A major challenge in studying preclinical Alzheimer’s disease is the extensive duration of this period and the limited longitudinal follow-up in existing observational studies. As a result, there is insufficient data at the individual level spanning the entire preclinical period leading up to clinical presentation of disease. Statistical modeling provides ways of leveraging short-term observations to obtain long-term trajectories.
The Disease Progression Score Model is a model that I have made significant contributions to that allows for the delineation of the natural history of biomarkers and cognitive measures implicated in Alzheimer’s. This model can be used examine the temporal ordering of biomarkers, to determine a given individual’s disease stage based on a collection of longitudinal biomarker measurements, and to predict future progression.
Amyloid and tau pathologies are the two major neuropathological hallmarks of Alzheimer’s. I designed a model to estimate the age at onset of amyloid accumulation. This work has been followed by improved methods applied to multiple cohorts to examine the interval between amyloid and cognitive impairment onset and modifiers of this interval. Estimated amyloid onset age can be used as an outcome in studies and potentially in clinical trials to assess the effects of risk factors and therapies in altering the disease timeline.

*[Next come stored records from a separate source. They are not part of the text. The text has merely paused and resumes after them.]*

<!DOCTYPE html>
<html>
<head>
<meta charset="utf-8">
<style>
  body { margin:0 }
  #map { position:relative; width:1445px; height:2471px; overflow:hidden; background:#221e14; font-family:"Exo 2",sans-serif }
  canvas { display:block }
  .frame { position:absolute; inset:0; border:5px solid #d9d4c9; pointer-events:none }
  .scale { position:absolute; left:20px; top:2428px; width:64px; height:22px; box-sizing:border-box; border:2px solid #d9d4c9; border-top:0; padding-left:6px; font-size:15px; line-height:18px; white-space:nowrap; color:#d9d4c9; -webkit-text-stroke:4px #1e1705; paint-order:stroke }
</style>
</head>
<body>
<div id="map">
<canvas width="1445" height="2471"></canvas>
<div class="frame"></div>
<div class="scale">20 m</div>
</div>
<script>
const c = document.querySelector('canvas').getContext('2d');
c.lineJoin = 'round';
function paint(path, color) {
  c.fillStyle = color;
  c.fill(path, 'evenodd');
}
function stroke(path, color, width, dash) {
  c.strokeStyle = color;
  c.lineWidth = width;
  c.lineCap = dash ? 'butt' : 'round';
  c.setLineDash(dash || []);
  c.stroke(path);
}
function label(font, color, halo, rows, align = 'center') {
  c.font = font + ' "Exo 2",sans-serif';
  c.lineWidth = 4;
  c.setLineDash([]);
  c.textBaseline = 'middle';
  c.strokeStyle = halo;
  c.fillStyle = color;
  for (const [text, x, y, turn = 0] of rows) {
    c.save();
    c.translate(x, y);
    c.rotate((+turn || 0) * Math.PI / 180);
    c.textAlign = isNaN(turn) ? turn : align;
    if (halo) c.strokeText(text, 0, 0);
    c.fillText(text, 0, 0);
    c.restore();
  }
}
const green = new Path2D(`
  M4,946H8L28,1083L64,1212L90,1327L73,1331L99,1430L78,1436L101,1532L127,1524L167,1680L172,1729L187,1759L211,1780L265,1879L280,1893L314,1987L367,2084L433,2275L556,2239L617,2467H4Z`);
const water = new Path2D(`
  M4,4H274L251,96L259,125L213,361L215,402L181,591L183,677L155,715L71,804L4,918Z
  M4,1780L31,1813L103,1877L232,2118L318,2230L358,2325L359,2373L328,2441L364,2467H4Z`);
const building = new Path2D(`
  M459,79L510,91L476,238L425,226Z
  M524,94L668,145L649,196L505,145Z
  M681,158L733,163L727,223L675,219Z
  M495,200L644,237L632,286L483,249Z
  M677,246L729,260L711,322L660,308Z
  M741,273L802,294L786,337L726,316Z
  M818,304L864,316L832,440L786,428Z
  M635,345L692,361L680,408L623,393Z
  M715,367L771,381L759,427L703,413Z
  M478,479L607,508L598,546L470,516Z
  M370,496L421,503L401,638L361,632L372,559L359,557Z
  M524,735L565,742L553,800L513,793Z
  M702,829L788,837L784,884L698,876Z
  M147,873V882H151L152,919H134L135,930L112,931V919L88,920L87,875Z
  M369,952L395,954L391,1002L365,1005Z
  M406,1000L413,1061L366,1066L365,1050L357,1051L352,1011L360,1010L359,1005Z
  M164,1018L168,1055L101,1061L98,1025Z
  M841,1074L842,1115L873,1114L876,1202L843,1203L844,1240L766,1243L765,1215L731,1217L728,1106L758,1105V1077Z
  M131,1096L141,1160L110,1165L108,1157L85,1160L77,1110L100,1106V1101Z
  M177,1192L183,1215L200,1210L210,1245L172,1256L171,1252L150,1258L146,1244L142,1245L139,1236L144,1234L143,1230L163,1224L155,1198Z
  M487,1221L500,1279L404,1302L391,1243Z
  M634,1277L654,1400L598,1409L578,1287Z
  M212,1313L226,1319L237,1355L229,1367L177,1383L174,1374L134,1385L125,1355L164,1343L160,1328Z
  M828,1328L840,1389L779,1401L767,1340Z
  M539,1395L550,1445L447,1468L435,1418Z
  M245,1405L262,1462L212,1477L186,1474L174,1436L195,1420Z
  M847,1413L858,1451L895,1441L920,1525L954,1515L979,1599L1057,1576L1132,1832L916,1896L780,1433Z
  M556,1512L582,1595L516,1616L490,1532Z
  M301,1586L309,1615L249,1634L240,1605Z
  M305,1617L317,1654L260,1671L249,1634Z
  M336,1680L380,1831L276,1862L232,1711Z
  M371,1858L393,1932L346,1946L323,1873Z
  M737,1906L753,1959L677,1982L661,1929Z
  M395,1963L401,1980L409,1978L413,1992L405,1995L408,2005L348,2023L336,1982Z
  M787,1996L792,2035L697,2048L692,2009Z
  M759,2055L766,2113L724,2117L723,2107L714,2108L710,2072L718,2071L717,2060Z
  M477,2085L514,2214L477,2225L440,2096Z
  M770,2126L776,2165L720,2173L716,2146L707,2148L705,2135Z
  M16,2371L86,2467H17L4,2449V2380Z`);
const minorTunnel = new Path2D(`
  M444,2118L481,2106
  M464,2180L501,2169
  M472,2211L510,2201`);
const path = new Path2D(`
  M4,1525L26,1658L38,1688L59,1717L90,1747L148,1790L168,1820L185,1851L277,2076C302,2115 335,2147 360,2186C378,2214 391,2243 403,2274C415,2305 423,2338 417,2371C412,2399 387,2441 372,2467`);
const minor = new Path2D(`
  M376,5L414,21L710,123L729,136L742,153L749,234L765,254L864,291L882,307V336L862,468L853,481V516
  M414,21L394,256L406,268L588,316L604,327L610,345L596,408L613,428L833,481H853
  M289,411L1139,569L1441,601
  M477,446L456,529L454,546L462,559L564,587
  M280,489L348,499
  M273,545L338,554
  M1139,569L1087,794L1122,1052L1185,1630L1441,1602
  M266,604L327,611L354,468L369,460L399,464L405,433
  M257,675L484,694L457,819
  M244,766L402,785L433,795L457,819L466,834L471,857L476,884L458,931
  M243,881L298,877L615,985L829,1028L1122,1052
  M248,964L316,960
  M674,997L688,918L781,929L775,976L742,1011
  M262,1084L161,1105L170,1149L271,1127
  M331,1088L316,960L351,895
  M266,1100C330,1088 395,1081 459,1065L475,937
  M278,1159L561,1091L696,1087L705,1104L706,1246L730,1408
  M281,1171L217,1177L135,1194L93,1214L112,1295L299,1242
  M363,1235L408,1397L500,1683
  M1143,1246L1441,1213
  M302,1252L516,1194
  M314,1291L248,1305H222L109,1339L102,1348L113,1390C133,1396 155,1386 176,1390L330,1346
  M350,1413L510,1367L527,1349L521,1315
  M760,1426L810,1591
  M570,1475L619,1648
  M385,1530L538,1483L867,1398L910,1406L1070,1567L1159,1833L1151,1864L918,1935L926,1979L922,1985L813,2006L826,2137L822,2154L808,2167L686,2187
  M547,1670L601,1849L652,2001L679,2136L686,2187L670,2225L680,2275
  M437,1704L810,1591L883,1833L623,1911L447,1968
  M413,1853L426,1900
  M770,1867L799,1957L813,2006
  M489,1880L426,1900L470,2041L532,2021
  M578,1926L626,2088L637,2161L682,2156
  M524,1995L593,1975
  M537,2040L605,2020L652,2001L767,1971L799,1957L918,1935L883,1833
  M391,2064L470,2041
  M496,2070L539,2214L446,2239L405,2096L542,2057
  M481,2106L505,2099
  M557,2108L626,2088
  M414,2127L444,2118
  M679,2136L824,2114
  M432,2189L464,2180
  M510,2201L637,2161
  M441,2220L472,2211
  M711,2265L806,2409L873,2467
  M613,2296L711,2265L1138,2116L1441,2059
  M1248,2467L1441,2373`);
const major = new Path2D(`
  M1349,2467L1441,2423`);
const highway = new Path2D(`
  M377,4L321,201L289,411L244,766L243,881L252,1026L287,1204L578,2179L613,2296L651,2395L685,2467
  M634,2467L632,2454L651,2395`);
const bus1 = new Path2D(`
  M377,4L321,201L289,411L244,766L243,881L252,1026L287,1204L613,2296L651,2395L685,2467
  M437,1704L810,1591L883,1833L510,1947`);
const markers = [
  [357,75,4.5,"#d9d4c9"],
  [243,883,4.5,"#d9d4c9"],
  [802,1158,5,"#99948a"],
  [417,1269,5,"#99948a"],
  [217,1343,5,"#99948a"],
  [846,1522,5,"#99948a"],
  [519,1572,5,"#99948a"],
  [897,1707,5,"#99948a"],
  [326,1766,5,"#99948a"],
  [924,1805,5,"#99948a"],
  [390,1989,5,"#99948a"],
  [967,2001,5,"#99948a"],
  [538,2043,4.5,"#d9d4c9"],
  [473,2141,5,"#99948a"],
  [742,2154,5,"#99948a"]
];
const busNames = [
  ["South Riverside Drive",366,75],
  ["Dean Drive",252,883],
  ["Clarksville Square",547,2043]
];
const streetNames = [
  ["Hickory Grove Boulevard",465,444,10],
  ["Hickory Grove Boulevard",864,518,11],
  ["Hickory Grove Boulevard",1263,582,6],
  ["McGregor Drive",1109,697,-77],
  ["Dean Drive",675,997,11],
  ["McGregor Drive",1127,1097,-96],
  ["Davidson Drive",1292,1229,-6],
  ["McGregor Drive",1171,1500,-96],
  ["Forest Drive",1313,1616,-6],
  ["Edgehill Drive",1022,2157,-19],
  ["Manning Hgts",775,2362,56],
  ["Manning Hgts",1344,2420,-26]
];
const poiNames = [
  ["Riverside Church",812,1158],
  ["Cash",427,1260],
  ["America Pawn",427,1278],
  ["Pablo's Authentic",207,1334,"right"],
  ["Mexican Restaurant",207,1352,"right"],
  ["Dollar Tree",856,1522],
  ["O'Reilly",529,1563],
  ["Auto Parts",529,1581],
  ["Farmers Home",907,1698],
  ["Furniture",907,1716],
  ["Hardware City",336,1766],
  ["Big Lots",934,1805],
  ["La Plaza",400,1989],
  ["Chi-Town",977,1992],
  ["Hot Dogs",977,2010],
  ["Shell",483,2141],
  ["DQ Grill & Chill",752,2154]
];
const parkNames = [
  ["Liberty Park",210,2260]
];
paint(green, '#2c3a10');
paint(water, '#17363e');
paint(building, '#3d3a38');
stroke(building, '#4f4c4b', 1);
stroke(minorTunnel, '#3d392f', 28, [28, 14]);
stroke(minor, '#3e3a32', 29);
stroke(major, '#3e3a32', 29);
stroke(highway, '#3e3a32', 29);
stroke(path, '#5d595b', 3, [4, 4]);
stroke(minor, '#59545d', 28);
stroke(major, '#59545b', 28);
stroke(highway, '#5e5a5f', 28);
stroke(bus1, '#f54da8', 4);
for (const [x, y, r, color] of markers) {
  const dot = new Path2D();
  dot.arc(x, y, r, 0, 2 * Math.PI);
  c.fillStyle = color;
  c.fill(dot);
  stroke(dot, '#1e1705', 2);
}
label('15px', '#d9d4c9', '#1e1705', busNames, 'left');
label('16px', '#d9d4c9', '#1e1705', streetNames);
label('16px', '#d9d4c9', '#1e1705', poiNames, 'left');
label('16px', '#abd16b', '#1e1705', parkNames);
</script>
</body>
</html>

Such statistical methods will aid in the understanding of the earliest changes leading to Alzheimer’s disease, enable the identification of strategies and time windows for therapeutic intervention, and allow for performing prognostic predictions at the individual level and offer personalized prevention approaches.
I also design streamlined workflows for 3D/4D PET image analysis and address data harmonization challenges in multi-site collaborations.